Dataset excerpts:
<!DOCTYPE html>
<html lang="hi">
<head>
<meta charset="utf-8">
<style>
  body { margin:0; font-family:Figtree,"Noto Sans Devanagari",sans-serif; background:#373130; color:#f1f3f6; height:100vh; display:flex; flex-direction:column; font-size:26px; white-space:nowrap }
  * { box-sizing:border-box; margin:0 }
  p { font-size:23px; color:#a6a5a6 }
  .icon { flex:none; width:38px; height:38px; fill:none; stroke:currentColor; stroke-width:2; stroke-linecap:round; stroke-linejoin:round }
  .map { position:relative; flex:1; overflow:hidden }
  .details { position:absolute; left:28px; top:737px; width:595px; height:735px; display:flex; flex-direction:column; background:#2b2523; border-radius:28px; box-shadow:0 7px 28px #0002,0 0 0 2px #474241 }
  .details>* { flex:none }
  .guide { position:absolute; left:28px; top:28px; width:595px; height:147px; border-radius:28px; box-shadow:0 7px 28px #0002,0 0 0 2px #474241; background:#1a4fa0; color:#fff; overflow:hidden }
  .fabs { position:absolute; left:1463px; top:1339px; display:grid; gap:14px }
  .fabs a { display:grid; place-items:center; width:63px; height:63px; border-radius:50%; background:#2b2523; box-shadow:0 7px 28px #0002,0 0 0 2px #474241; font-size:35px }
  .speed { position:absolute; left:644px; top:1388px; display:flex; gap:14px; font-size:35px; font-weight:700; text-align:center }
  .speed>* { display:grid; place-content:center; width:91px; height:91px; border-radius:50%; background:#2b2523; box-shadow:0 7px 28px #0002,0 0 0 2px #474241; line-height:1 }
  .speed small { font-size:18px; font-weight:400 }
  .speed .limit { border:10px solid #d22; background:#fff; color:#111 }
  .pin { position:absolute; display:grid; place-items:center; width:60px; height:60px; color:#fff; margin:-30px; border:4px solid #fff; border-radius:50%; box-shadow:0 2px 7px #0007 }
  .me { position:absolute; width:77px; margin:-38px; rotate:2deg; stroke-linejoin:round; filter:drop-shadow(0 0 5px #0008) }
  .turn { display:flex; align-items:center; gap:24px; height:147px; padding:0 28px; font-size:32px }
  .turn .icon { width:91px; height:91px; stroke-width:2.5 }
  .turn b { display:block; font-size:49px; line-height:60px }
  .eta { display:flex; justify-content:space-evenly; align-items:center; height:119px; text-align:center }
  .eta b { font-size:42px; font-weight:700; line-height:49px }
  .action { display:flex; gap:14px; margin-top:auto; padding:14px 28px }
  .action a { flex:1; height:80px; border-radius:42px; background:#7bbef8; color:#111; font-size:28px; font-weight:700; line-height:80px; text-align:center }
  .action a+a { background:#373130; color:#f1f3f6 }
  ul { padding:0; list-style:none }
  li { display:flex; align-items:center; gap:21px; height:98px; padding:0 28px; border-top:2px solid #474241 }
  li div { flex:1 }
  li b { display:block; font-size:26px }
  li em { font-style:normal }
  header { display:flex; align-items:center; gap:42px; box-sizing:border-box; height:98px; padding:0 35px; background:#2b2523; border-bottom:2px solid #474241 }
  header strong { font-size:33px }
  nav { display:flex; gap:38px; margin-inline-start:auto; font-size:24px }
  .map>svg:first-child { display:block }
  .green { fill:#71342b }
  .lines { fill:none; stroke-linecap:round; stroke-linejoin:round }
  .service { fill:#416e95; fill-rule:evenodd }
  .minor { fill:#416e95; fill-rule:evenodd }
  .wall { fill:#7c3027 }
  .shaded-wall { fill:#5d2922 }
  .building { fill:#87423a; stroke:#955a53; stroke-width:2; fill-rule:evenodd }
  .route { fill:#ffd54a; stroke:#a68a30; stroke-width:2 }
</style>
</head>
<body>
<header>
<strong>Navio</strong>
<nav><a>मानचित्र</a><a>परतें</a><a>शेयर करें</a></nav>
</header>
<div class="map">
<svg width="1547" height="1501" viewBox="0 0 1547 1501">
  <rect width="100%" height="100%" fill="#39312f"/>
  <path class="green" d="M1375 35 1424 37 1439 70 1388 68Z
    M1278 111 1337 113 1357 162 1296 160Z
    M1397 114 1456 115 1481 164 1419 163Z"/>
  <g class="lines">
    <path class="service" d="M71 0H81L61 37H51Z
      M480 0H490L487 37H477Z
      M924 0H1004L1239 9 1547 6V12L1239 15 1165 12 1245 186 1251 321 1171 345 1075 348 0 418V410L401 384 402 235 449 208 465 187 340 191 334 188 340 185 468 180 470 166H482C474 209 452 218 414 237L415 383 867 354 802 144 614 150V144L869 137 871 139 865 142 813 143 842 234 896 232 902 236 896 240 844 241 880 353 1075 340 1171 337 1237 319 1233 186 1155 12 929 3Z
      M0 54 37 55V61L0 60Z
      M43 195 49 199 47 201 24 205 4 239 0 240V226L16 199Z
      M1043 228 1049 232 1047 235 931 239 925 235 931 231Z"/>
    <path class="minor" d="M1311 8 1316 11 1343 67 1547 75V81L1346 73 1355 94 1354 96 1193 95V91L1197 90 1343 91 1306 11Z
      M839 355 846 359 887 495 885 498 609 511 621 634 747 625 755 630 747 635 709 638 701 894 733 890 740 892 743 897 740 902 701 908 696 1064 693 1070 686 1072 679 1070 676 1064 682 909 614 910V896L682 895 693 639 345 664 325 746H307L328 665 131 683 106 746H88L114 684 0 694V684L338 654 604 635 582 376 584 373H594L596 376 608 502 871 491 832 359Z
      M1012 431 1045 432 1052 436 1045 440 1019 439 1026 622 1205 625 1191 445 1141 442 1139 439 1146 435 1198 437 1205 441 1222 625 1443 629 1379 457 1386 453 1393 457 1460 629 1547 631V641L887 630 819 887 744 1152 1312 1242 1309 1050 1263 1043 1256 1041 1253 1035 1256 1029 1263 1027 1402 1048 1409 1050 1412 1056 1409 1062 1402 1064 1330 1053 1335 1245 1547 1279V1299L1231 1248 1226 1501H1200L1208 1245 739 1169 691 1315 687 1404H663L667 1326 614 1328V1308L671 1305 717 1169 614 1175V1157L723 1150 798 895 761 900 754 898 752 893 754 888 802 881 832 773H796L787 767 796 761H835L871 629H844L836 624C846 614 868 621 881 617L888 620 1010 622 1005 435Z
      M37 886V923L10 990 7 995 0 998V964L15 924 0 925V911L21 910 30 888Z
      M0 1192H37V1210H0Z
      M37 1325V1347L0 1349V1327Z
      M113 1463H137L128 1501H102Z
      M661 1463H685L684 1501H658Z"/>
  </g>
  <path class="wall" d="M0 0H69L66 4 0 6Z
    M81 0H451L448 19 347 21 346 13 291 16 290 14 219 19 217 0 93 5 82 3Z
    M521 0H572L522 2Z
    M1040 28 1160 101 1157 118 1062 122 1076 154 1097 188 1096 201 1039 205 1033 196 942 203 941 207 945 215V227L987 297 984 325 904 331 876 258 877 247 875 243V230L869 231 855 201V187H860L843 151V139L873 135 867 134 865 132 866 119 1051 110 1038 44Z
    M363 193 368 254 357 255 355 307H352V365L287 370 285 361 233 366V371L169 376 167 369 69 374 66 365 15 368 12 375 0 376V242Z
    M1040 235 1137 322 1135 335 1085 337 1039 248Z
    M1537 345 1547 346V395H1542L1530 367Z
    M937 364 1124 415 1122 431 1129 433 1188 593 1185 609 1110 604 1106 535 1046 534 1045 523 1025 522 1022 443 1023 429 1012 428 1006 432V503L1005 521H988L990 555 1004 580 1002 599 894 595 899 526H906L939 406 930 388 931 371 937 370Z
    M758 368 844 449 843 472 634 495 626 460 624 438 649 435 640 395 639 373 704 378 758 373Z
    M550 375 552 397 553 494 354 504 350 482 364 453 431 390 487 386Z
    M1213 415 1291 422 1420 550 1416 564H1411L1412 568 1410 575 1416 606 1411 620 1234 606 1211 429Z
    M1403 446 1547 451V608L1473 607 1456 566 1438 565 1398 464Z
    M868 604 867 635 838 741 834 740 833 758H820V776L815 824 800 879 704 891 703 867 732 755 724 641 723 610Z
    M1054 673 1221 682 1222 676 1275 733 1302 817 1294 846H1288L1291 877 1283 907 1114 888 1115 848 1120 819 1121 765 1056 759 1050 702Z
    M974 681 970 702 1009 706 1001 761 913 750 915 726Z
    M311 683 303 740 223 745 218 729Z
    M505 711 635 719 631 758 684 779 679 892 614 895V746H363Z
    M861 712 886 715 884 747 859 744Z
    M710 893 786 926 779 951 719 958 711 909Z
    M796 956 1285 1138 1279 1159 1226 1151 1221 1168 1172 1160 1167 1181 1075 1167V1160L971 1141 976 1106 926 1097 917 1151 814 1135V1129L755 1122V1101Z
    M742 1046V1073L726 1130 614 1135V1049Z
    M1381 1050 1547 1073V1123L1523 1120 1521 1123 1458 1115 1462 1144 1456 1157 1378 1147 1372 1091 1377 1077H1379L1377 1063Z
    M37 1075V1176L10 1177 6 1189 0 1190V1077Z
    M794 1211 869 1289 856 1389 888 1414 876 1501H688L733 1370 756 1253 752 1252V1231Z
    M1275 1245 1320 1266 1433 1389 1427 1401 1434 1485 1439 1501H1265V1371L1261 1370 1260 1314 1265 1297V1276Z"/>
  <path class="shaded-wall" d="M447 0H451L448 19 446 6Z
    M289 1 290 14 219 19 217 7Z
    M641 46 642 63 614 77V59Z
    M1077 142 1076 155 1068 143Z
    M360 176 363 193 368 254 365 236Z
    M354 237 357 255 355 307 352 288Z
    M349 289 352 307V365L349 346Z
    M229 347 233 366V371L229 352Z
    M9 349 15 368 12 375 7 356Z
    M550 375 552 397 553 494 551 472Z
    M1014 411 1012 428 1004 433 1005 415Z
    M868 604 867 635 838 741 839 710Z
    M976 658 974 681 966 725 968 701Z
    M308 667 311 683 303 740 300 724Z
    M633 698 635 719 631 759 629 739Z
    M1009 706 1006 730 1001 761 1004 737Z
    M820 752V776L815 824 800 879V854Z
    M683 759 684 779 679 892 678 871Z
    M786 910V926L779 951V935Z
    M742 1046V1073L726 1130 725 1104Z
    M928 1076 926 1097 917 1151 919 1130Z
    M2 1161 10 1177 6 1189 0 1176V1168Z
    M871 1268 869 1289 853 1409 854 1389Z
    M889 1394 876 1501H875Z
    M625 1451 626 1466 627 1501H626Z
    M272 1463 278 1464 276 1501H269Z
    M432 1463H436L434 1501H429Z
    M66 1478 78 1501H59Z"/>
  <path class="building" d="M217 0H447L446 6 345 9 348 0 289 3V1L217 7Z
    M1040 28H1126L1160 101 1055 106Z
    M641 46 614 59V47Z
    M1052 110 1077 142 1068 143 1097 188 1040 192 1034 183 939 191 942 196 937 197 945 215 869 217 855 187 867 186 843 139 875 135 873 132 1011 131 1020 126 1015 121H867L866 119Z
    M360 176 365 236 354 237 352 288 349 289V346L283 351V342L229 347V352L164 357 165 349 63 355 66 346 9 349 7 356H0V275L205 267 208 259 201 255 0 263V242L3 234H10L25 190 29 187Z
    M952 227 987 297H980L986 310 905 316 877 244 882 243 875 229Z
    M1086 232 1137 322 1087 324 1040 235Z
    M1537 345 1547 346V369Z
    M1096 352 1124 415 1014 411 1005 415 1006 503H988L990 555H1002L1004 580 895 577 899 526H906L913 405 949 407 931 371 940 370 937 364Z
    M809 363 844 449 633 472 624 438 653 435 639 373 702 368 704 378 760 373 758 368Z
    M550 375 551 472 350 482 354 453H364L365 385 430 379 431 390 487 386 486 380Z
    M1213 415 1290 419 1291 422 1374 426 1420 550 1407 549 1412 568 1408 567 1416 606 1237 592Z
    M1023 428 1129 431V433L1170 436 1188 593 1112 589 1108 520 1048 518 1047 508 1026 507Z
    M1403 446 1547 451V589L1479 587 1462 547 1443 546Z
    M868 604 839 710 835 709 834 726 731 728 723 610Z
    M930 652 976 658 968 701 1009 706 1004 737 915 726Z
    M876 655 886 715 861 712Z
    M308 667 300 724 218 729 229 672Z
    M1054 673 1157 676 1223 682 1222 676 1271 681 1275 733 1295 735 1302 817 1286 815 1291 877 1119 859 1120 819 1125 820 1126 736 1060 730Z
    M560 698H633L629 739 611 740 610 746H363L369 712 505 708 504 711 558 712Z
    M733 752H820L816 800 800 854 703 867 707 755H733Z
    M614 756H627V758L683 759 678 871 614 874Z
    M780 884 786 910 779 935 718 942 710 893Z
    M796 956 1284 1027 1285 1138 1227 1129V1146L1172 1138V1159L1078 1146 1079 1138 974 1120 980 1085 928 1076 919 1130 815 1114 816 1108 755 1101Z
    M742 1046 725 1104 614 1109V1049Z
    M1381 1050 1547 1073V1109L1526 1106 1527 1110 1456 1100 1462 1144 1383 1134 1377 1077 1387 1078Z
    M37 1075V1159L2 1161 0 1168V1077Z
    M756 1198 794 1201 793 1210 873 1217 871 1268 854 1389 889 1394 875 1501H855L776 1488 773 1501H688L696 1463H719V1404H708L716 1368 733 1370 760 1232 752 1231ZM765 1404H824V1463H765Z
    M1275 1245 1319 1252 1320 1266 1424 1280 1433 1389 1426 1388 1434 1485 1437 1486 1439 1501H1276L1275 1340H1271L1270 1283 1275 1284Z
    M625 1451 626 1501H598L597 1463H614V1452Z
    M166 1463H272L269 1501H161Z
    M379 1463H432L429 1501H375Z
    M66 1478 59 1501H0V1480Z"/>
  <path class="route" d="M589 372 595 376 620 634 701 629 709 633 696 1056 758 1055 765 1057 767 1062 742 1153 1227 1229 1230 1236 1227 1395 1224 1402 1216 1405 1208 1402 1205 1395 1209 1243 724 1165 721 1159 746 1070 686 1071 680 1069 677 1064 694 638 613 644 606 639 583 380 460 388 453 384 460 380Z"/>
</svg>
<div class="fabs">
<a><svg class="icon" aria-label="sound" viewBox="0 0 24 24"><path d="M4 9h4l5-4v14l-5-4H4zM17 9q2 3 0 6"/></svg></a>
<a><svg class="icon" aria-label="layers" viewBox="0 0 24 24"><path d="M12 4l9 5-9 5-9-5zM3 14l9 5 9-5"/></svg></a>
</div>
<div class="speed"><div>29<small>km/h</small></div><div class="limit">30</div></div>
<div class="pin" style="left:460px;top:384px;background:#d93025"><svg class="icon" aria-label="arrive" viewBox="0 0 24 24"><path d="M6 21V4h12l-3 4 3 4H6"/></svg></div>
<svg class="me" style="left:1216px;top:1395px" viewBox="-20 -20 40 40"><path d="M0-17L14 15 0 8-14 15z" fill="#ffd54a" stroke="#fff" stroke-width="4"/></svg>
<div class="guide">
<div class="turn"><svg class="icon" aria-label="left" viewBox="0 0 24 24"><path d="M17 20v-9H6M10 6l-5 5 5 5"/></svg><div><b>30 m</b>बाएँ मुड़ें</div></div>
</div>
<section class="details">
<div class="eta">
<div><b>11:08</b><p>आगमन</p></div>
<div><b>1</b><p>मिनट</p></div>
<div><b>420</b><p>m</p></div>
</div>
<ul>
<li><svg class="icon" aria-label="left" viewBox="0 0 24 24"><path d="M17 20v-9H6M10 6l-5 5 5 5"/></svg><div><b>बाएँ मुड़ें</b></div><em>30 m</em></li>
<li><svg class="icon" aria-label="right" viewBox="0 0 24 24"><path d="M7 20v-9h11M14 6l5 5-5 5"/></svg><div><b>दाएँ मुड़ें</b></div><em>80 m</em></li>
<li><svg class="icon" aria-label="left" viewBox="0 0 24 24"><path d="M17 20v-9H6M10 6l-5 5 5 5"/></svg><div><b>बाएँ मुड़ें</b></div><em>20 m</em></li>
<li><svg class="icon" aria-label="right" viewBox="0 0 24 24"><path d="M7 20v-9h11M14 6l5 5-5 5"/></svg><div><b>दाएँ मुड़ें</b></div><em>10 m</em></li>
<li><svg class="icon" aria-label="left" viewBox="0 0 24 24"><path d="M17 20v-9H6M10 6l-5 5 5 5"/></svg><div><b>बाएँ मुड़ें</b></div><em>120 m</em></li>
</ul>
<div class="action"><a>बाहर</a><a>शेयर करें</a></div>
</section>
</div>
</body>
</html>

» Work request
From the entries, find how many lines contain "linejoin" and give the number alone.

» Exercise output
3